The strained understanding of female characters was thrust into the public eye in 2013, when the head of animation on Frozen claimed the faces of female characters were “really, really difficult” to animate. This statement compelled Nancy Beiman, a longtime animator who is now a professor at Sheridan College, to include a section in a new edition of her animation textbook debunking the notion that there is something inherently masculine about certain movements...

Coats said that at Pixar “a lot of times, the guys on the story team, or guys who would give feedback, would talk about female characters in terms of [their] wives or daughters” — specifically, she said, Merida, the main character of Brave.

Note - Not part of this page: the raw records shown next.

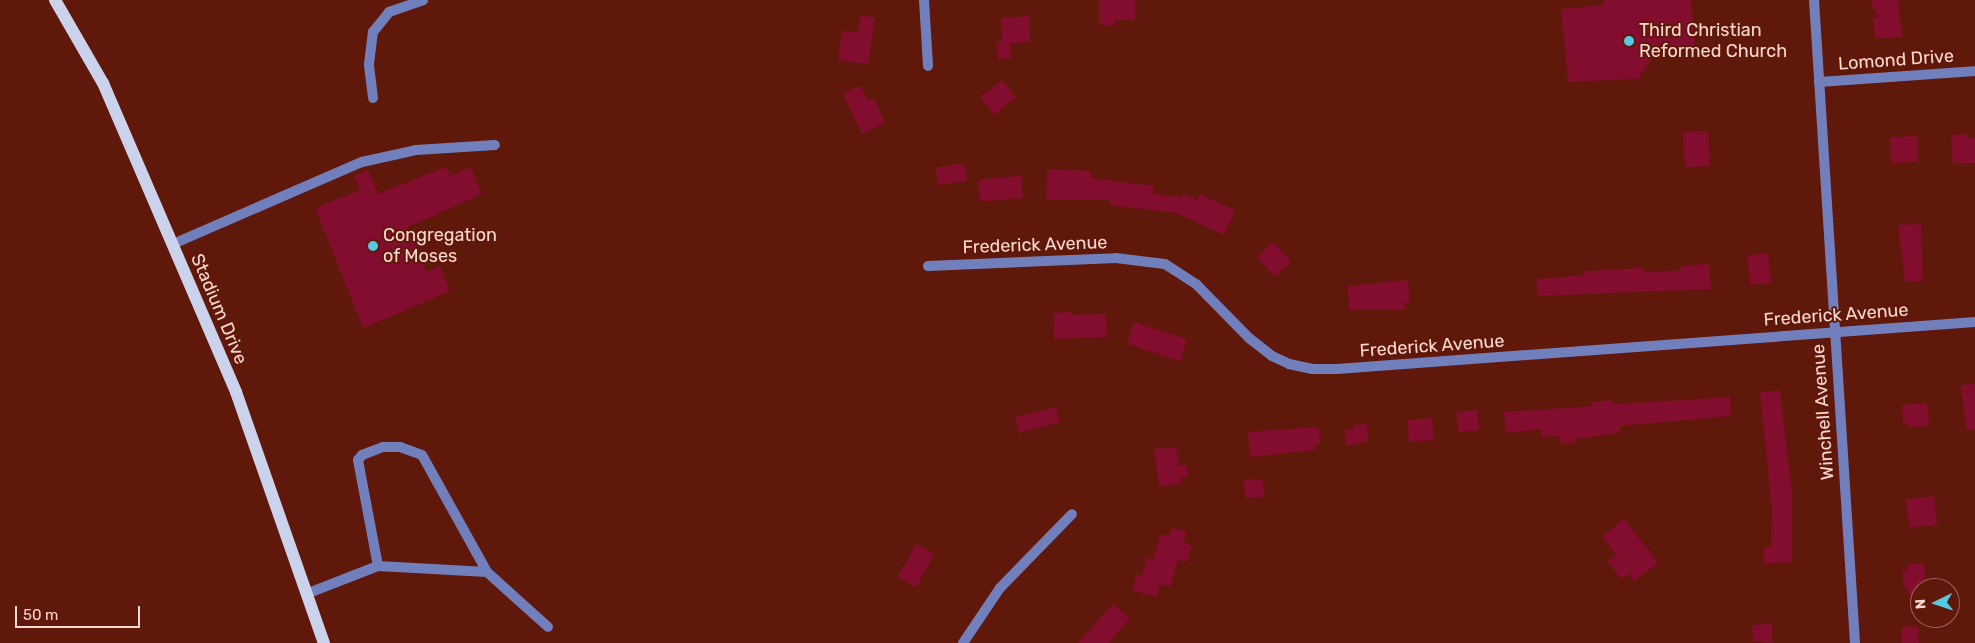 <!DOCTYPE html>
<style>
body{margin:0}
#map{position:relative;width:1975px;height:643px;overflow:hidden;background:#5f180a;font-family:Rubik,sans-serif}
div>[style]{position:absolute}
.building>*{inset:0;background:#820d2e;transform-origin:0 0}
.service>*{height:10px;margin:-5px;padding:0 5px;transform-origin:5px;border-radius:5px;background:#7180bc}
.minor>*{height:10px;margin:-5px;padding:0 5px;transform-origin:5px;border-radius:5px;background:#7180bc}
.primary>*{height:12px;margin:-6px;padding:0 6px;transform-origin:6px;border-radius:6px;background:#cbd2eb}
.dots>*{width:14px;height:14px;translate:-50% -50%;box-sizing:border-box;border:2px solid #5f180a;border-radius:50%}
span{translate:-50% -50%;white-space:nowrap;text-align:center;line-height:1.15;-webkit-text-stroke:4px #5f180a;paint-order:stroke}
.poi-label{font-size:18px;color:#fdd9d1}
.left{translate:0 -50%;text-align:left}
.street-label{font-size:18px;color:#fdd9d1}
.north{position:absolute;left:1910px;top:578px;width:50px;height:50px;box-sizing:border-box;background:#5f180a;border:1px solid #9e655a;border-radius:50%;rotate:266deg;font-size:14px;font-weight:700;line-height:20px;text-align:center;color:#fdd9d1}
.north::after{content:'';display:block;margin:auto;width:18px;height:22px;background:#56c9e1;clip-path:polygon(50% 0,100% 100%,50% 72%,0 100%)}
.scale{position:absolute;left:15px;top:606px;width:125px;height:22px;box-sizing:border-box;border:2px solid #fdd9d1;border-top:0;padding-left:6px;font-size:15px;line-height:18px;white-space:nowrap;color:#fdd9d1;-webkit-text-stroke:4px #5f180a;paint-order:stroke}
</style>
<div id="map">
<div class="building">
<i style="clip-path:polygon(1099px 0,1135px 0,1135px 20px,1115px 20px,1115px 26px,1099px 25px)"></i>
<i style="clip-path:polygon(1604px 0,1691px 0,1695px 46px,1669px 47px,1669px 52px,1656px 52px,1638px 79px,1568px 82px,1561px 9px,1604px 5px)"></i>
<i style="clip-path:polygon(1870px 0,1898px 0,1902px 37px,1875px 38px,1873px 18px,1878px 18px)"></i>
<i style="clip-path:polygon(860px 15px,875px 18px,868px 64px,838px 60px,842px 30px,858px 33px)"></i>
<i style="clip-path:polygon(1029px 16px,1030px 42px,1010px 43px,1012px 58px,998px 59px,996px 41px,1002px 41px,1001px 18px)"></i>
<i style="left:1002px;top:80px;width:22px;height:28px;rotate:51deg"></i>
<i style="clip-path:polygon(860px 85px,868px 101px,874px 98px,885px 123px,862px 134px,843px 94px)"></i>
<i style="left:1708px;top:131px;width:35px;height:25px;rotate:87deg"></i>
<i style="clip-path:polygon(1968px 134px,1968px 138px,1975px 138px,1975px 163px,1953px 164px,1951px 135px)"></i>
<i style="left:1917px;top:136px;width:26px;height:27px;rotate:88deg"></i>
<i style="left:964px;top:163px;width:18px;height:29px;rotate:81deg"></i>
<i style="clip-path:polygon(446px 167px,450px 176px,471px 167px,482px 194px,408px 227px,426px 272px,440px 266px,450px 291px,363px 328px,315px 208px,360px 190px,354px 176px,368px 170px,378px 194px)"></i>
<i style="clip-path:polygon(1047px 169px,1091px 171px,1091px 178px,1154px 186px,1153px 194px,1181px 197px,1183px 194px,1197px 200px,1200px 194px,1235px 210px,1224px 235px,1176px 213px,1109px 205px,1109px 200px,1046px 200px)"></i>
<i style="left:1021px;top:176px;width:22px;height:43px;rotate:85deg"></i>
<i style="clip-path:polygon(1921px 224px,1923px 281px,1905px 282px,1898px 225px)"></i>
<i style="left:1273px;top:242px;width:27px;height:22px;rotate:48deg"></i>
<i style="left:1768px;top:253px;width:30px;height:21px;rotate:84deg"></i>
<i style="clip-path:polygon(1709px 264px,1711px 289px,1538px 296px,1536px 279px,1584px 275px,1583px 271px,1644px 268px,1644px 273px,1681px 270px,1681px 266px)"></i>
<i style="clip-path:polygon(1408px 280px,1410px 302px,1404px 303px,1405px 310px,1349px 310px,1348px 286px)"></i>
<i style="clip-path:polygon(1071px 312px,1071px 315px,1106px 314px,1107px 337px,1054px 339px,1053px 313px)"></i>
<i style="left:1134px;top:322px;width:56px;height:23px;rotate:18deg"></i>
<i style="clip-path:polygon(1975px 384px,1975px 429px,1966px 430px,1961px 385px)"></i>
<i style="clip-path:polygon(1780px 390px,1792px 495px,1792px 562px,1764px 564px,1763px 547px,1771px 547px,1772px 511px,1760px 392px)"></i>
<i style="clip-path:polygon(1730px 397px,1731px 416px,1620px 426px,1620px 433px,1574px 439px,1575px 443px,1560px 444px,1559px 436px,1542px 437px,1541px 429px,1506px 433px,1505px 428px,1504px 412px,1592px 406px,1592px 402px,1612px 400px,1612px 404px,1618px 404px)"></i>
<i style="clip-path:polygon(1927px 403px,1929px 426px,1908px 427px,1908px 424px,1903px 424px,1902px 405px)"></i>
<i style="left:1056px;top:407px;width:16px;height:42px;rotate:76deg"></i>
<i style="left:1477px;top:410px;width:20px;height:21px;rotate:84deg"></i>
<i style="left:1432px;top:418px;width:22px;height:25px;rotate:85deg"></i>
<i style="clip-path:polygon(1367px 424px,1368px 441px,1346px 446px,1345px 430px,1354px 429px,1354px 425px)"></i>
<i style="clip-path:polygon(1314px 427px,1319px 429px,1320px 444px,1315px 444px,1315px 450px,1250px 457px,1248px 432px)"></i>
<i style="clip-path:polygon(1176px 447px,1179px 466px,1187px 465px,1188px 477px,1180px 478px,1181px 484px,1159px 486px,1154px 449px)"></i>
<i style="left:1263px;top:479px;width:18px;height:19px;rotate:87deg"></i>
<i style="left:1934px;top:496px;width:29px;height:28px;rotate:84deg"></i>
<i style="clip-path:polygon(1624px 519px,1658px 563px,1634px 581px,1629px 574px,1621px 579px,1607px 561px,1616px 555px,1602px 536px)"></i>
<i style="clip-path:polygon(1172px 528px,1187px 532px,1183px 542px,1192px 545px,1187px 562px,1178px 560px,1170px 587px,1160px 584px,1156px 597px,1132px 590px,1137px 574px,1142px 576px,1147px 557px,1153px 559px,1161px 534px,1169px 536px)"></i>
<i style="left:916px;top:544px;width:21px;height:38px;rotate:29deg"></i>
<i style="clip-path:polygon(1924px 563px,1926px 586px,1920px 586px,1920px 594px,1908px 595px,1907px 587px,1904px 587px,1902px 570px,1908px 570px,1908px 564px)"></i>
<i style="clip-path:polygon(1113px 604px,1130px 618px,1109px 643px,1078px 643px)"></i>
<i style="clip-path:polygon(1772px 624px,1772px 643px,1753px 641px,1752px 625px)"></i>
<i style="left:1918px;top:626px;width:17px;height:17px;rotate:87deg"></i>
</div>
<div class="service">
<i style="left:373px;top:98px;width:34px;rotate:-97deg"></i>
<i style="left:369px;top:64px;width:32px;rotate:-83deg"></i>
<i style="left:373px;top:32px;width:26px;rotate:-51deg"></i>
<i style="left:389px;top:12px;width:36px;rotate:-19deg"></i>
<i style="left:173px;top:244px;width:206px;rotate:-23.5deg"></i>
<i style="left:362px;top:162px;width:55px;rotate:-12.5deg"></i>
<i style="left:416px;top:150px;width:79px;rotate:-3.6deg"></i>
<i style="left:378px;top:566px;width:108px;rotate:-100.7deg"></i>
<i style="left:358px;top:460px;width:6px;rotate:-51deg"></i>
<i style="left:362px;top:455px;width:22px;rotate:-21deg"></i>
<i style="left:383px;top:447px;width:17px"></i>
<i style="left:400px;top:447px;width:23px;rotate:20deg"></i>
<i style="left:422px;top:455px;width:134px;rotate:60.9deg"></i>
<i style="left:306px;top:594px;width:77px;rotate:-21.3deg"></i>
<i style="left:378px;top:566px;width:109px;rotate:3.2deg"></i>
<i style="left:487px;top:572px;width:82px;rotate:42deg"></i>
</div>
<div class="minor">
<i style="left:924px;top:0;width:66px;rotate:86.5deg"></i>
<i style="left:1814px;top:0;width:644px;rotate:86.35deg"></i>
<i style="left:1819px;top:82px;width:156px;rotate:-4deg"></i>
<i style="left:928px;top:266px;width:188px;rotate:-2.4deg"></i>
<i style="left:1116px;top:258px;width:49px;rotate:7deg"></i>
<i style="left:1165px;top:264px;width:37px;rotate:33deg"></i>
<i style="left:1196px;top:284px;width:76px;rotate:45.5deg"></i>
<i style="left:1249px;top:338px;width:29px;rotate:38deg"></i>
<i style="left:1272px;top:356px;width:19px;rotate:25deg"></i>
<i style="left:1289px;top:364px;width:24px;rotate:12deg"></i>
<i style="left:1312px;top:369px;width:25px"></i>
<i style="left:1337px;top:369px;width:640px;rotate:-4.21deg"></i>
<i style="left:963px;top:643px;width:66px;rotate:-56.1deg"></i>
<i style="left:1000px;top:588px;width:103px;rotate:-45.8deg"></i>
</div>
<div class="primary">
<i style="left:55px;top:0;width:96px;rotate:60deg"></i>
<i style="left:103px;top:83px;width:336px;rotate:66.7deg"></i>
<i style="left:236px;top:392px;width:266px;rotate:70.7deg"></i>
</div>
<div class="dots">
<i style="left:1629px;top:41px;background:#56c9e1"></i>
<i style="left:373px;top:246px;background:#56c9e1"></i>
</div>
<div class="poi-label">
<span class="left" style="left:1639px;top:41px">Third Christian<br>Reformed Church</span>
<span class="left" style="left:383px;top:246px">Congregation<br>of Moses</span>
</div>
<div class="street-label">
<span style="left:1896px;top:60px;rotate:-4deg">Lomond Drive</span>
<span style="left:1035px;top:245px;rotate:-2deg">Frederick Avenue</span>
<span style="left:219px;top:309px;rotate:67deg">Stadium Drive</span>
<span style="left:1836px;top:315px;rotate:-4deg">Frederick Avenue</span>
<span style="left:1432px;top:346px;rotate:-4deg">Frederick Avenue</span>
<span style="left:1823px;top:412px;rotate:-94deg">Winchell Avenue</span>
</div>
<div class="north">N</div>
<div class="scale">50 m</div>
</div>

Although that was not a universal pattern of thinking, she never  encountered a woman who thought about male characters only in terms of male family members. “You can’t afford to think of male [lead] characters in terms of husbands or brothers,” she said...

Beiman began teaching animation in 2000, and she said things have gotten better for women since then. “I used to have to tell the girls, ‘Find someone who isn’t afraid of you.’” It’s something she doesn’t feel the need to do anymore.

But women are still concerned about airing their grievances, despite the fact that, again and again, women interviewed for this story said the men they worked with would be appalled to learn that women felt shut out, and that the exclusion was “a matter of ignorance,” as Anastasia put it."

http://www.buzzfeed.com/arianelange/creative-work-in-connection-with-preparing-the-cartoons#.hpn9d9jYDd


It's remarkable to think about - most of the media consumed by children is animated, and this is who controls that... This is who designs the worlds that we absorbed before we developed filters and when we were trying to construct all of our rules.